Even if US District Judge Matthew Kacsmaryk’s decision to suspend the US Food and Drug Administration’s approval of mifepristone goes through, there still will be a nonsurgical option for people to manage abortions at home.
In the United States, the so-called abortion pill is actually two medications, mifepristone, sold under the brand names Mifeprex or Korlym, or known as RU-486, and misoprostol, which is taken about 24 to 48 hours later.
The federal judge’s ruling in Texas last week applies only to mifepristone. He delayed his ruling for a week to allow for appeals, but even if the ruling is put in place, it does not involve misoprostol.
Misoprostol alone is considered a safe and effective way to have an abortion, studies show. It has been used that way for decades.
The two drugs work differently. Mifepristone blocks a hormone called progesterone, which the body needs for the pregnancy to continue. The hormone helps maintain the inside of the uterus, and without it, the uterus will expel its contents.

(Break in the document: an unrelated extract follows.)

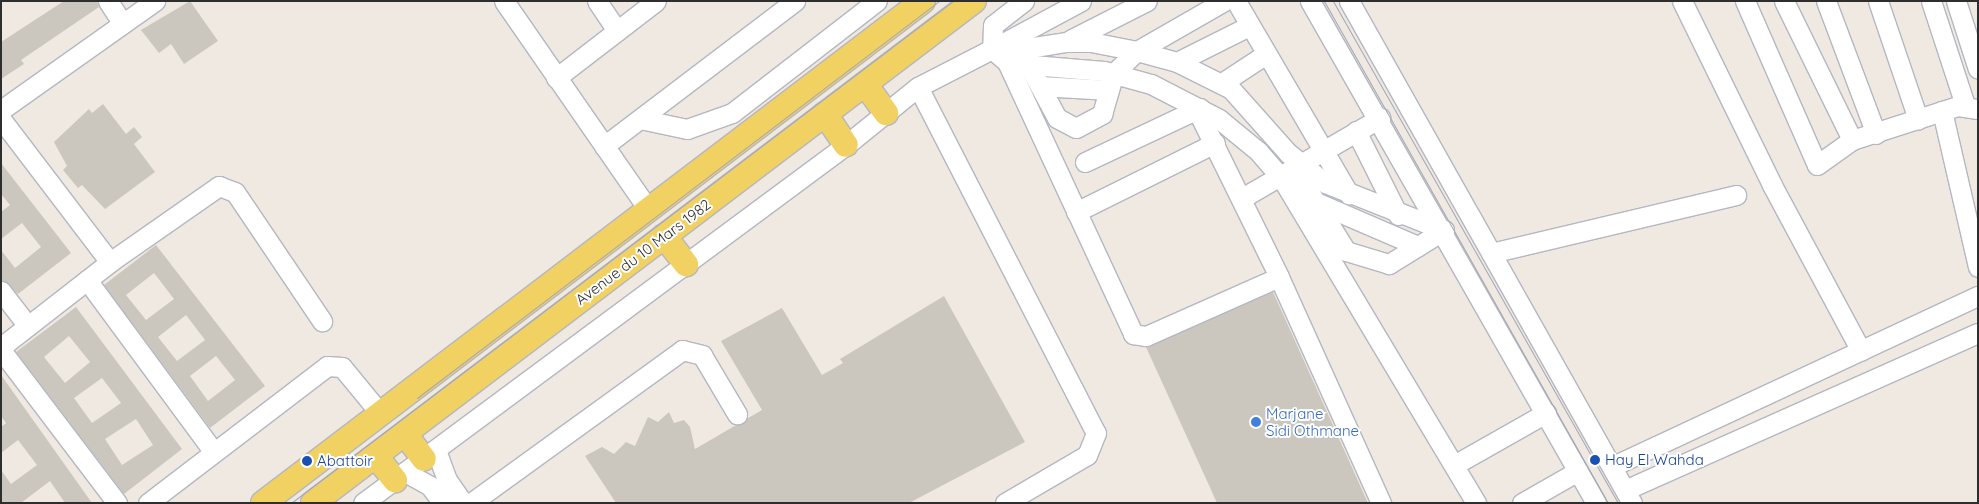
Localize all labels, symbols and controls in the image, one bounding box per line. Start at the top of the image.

Misoprostol is approved by the FDA to prevent and treat gastric ulcers caused by nonsteroidal anti-inflammatory drugs (NSAIDs). It also is used off-label for other kinds of ulcers, and it has several gynecological uses, including to induce contractions, to decrease blood loss after delivery and to treat miscarriages.

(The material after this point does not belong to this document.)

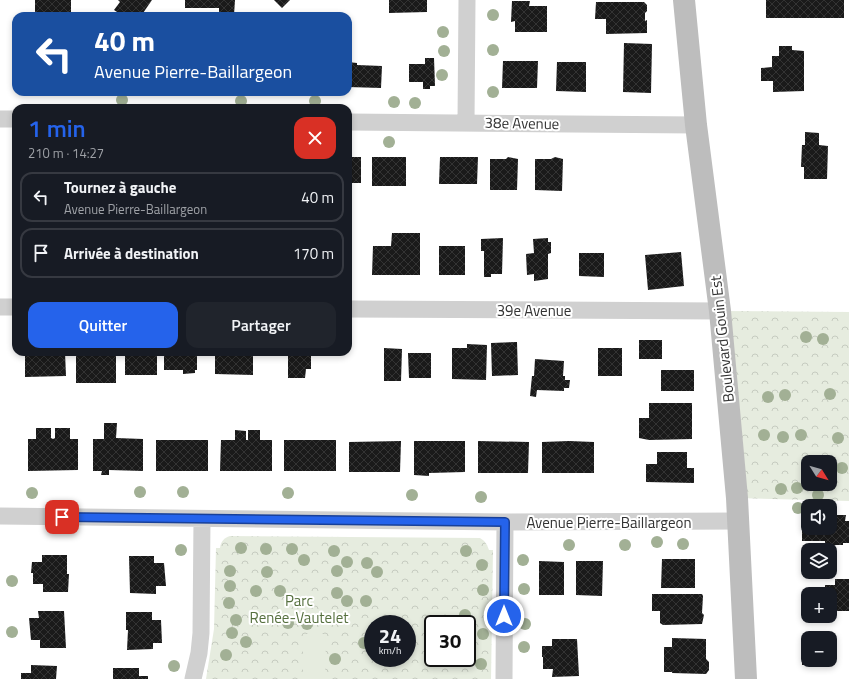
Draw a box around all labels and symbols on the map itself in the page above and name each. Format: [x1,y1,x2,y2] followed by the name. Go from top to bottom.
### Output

When used for an abortion, misoprostol works to help empty the uterus through bleeding and muscle contractions.
“It’s a little old-school, but we could do it,” said Dr. Kristyn Brandi, an ob/gyn and abortion provider in New Jersey and a spokesperson for the American College of Obstetricians and Gynecologists.
It’s what people did before the FDA approved mifepristone in 2000, Brandi said.

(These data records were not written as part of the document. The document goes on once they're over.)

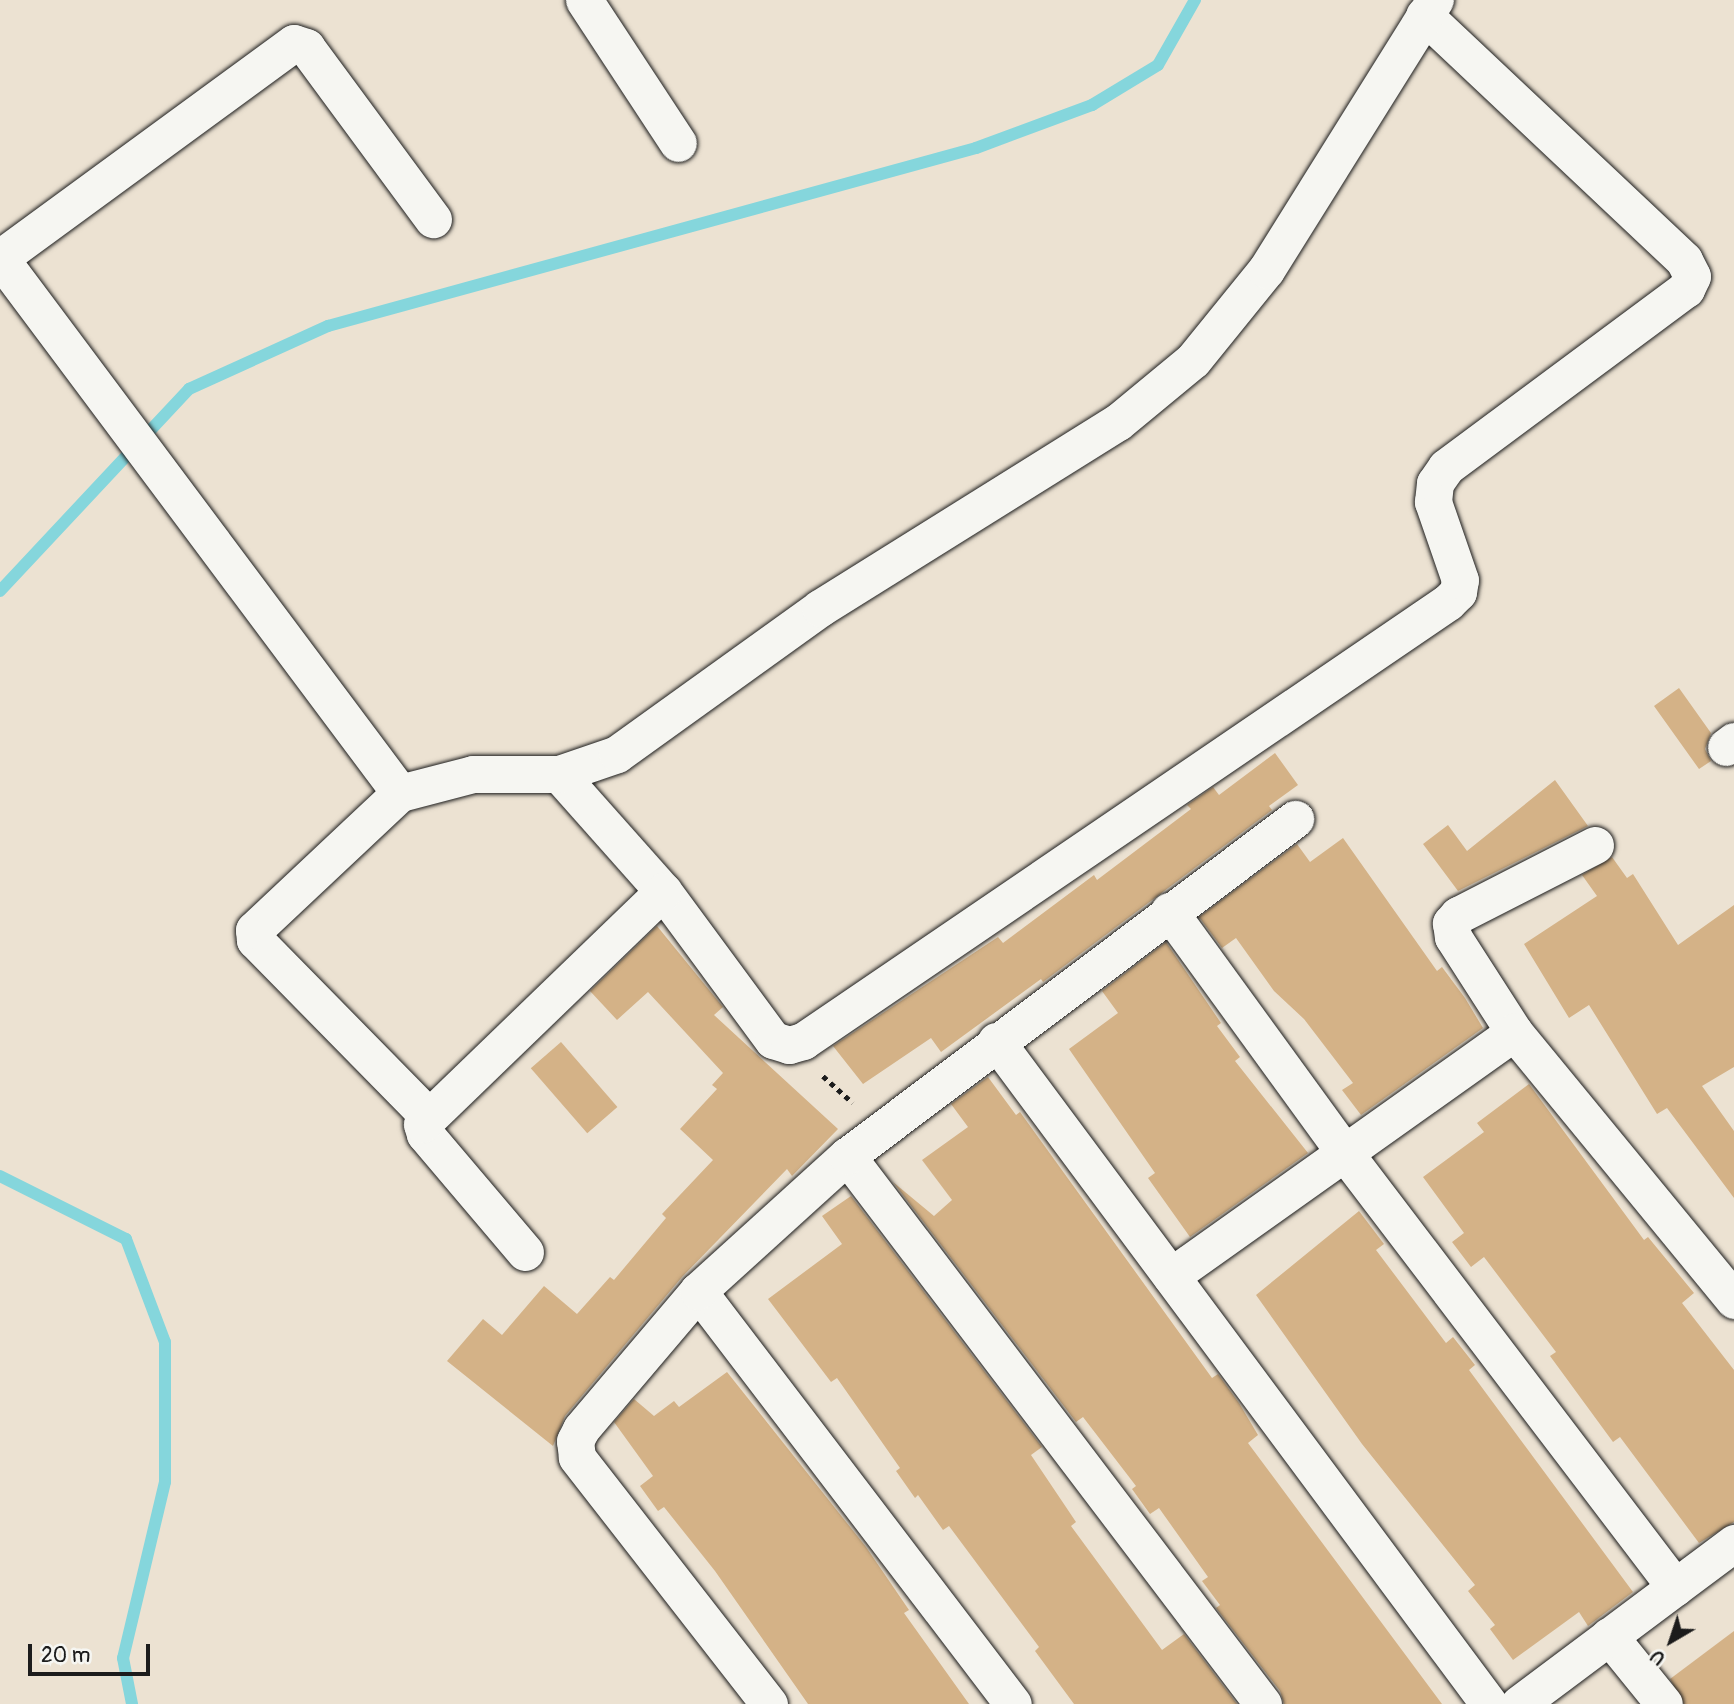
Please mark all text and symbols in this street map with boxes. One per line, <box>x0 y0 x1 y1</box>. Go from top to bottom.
north arrow <box>1636 1606 1706 1676</box>
scale bar <box>32 1630 154 1674</box>
text: 20 m <box>41 1642 90 1669</box>
text: U <box>1645 1644 1670 1671</box>

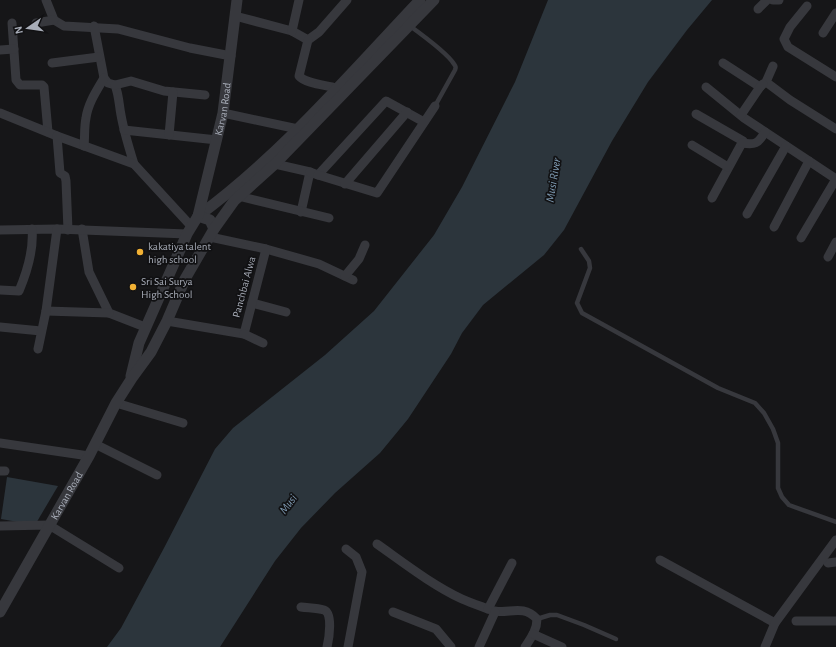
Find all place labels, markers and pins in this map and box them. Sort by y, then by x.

“Many places around the country that don’t have access to mifepristone, often due to politics, have been using misoprostol-only regimens for a long time,” she said.
California said Monday that it is stockpiling misoprostol.
“While California still believes Mifepristone is central to the preferred regimen for medication abortion, the State negotiated and purchased an emergency stockpile of Misoprostol in anticipation of Friday’s ruling by far-right federal judge Matthew Kacsmaryk to ensure that California remains a safe haven for safe, affordable, and accessible reproductive care,” Gov. Gavin Newsom’s office said in a release.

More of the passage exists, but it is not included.